Still skeptical? The forward for Cyber Persistence Theory is written by Gen Nakasone, who was the head of USCYBERCOM at the time. He gives the authors credit for “laying the foundation for the Command’s approach of Persistent Engagement”.
One of the key concepts in Cyber Persistence Theory is the fait accompli.
fait accompli imposes a limited unilateral gain at an adversary’s expense in an attempt to get away with that gain when the adversary chooses to relent rather than escalate in retaliation.
Gaining access and persistence to non-classified critical infrastructure IT networks falls under fait accompli today.

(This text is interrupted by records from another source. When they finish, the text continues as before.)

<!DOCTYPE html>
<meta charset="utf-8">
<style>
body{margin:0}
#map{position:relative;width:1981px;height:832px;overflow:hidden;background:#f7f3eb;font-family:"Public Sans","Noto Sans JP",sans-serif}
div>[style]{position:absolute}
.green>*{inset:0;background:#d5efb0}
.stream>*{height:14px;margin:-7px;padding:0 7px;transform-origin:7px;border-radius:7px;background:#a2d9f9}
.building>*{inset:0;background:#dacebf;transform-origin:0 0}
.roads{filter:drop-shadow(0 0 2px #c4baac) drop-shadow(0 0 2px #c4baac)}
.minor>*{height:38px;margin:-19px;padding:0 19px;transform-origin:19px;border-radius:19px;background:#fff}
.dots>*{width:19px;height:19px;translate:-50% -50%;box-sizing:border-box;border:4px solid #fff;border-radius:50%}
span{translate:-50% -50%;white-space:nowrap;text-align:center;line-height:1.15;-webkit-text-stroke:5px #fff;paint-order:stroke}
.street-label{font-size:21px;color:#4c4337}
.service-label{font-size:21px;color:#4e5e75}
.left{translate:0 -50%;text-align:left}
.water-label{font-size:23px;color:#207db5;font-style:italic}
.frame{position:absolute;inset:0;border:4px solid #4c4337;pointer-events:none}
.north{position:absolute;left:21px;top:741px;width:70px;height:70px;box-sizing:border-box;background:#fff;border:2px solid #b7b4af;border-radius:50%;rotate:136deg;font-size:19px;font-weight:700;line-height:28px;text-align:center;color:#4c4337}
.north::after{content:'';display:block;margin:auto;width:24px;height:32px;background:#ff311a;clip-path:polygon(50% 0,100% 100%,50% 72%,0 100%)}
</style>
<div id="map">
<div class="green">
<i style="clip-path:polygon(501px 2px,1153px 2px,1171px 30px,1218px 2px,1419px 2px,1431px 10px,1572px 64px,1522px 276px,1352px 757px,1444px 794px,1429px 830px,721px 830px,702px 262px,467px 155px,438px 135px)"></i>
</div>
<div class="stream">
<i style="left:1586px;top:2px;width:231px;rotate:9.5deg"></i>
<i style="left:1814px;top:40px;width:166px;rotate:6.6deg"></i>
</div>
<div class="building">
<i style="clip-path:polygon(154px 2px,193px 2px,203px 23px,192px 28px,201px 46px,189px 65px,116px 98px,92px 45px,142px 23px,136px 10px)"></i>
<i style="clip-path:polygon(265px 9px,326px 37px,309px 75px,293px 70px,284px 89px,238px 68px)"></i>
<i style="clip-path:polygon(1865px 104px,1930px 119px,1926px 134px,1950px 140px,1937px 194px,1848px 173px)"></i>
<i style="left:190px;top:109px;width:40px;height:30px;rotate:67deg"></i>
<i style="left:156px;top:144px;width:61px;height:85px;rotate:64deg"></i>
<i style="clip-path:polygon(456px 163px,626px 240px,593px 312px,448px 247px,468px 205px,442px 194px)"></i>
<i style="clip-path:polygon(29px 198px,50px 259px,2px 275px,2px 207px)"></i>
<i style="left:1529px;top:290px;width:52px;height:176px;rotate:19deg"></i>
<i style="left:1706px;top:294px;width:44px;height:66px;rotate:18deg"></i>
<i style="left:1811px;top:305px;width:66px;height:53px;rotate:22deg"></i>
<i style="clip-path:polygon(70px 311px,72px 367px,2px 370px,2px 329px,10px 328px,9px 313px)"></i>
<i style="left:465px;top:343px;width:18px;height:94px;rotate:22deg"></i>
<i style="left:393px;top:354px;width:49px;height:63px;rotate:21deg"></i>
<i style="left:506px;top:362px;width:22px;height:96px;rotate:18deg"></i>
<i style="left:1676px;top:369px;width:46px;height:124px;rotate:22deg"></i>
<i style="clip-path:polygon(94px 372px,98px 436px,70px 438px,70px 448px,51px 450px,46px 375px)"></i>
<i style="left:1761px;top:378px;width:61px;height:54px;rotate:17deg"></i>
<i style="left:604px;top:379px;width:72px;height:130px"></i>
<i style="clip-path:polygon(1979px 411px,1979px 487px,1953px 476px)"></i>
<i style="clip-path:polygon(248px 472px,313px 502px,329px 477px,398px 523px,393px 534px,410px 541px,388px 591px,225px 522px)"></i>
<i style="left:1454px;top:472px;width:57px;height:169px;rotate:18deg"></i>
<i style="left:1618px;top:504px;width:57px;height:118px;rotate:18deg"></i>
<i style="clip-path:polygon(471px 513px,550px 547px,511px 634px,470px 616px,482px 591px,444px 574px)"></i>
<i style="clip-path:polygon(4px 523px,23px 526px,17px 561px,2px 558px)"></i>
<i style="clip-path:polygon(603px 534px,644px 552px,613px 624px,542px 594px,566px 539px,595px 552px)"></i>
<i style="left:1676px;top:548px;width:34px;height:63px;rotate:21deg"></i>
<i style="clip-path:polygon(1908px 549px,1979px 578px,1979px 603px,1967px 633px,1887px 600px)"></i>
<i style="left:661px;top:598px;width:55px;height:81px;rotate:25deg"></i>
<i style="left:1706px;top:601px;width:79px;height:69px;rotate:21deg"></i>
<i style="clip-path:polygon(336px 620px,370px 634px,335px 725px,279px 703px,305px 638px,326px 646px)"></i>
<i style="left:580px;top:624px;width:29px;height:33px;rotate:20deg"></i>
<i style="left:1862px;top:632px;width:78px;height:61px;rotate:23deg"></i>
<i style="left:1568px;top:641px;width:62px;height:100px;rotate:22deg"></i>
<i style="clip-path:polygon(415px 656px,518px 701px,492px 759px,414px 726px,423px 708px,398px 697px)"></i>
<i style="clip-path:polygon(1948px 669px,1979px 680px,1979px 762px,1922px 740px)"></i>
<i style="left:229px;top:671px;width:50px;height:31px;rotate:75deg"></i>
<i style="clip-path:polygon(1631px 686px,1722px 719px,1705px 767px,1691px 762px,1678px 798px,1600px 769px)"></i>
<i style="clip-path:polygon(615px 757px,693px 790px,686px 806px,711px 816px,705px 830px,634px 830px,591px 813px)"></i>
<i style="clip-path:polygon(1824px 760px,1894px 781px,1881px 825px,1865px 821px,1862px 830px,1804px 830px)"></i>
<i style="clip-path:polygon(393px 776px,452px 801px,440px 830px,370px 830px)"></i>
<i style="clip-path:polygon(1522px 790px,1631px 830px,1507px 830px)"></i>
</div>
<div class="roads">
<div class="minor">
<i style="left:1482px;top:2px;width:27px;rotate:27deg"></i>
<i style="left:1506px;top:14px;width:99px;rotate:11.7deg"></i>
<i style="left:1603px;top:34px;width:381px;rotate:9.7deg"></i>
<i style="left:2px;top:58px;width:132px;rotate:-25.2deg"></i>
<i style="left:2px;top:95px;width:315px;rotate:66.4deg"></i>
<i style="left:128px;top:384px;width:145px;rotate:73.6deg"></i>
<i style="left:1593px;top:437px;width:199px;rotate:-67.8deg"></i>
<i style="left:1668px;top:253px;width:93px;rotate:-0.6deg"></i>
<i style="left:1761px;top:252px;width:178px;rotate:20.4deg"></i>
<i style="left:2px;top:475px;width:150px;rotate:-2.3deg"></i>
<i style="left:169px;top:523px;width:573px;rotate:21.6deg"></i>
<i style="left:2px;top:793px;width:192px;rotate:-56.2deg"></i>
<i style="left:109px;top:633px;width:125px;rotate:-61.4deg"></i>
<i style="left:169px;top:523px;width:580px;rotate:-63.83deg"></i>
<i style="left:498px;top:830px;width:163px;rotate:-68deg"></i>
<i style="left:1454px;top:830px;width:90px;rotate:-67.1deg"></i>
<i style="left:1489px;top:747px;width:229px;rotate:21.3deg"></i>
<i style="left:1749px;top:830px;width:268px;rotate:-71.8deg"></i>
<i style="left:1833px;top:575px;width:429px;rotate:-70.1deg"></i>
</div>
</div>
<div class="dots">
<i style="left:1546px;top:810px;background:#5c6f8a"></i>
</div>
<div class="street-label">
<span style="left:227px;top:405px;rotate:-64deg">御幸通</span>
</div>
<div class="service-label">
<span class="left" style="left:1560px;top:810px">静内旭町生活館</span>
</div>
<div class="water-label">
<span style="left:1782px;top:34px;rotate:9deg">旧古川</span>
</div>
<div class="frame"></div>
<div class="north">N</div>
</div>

We don’t know yet about access and persistence to OT networks, and my guess is this would also not result in a country escalating in retaliation. It would take using the access to cause a moderate to high consequence event, taking out the power for 24 hours in Denver for example, to move past the fait accompli. We never really know until it happens.
The fact that the Chinese succeeded and got caught doing this is newsworthy. The fact that countries and other players are trying to get access and maintain persistence in critical infrastructure is not.
OT Impact
I read the Dragos report closely as well as Rob Lee’s word choice in the media briefing on VOLTZITE. To the best of their knowledge, it had not gotten into OT (based on the briefing, the report states there was one instance of it reaching Stage 1 of the ICS Cyber Kill Chain). The protection measures prevented it from reaching OT.
The question is: how hard was it trying to reach OT and exfiltrate information on OT? The report is largely silent on this. In the briefing Rob said they saw many instances of VOLTZITE exporting OT information from IT that could be used to prepare for a future cyber/physical attack. Was this part of a specific data request or a general vacuuming up of information? Either way going back to the fait accompli, exfiltrating information on OT would unlikely lead to escalation.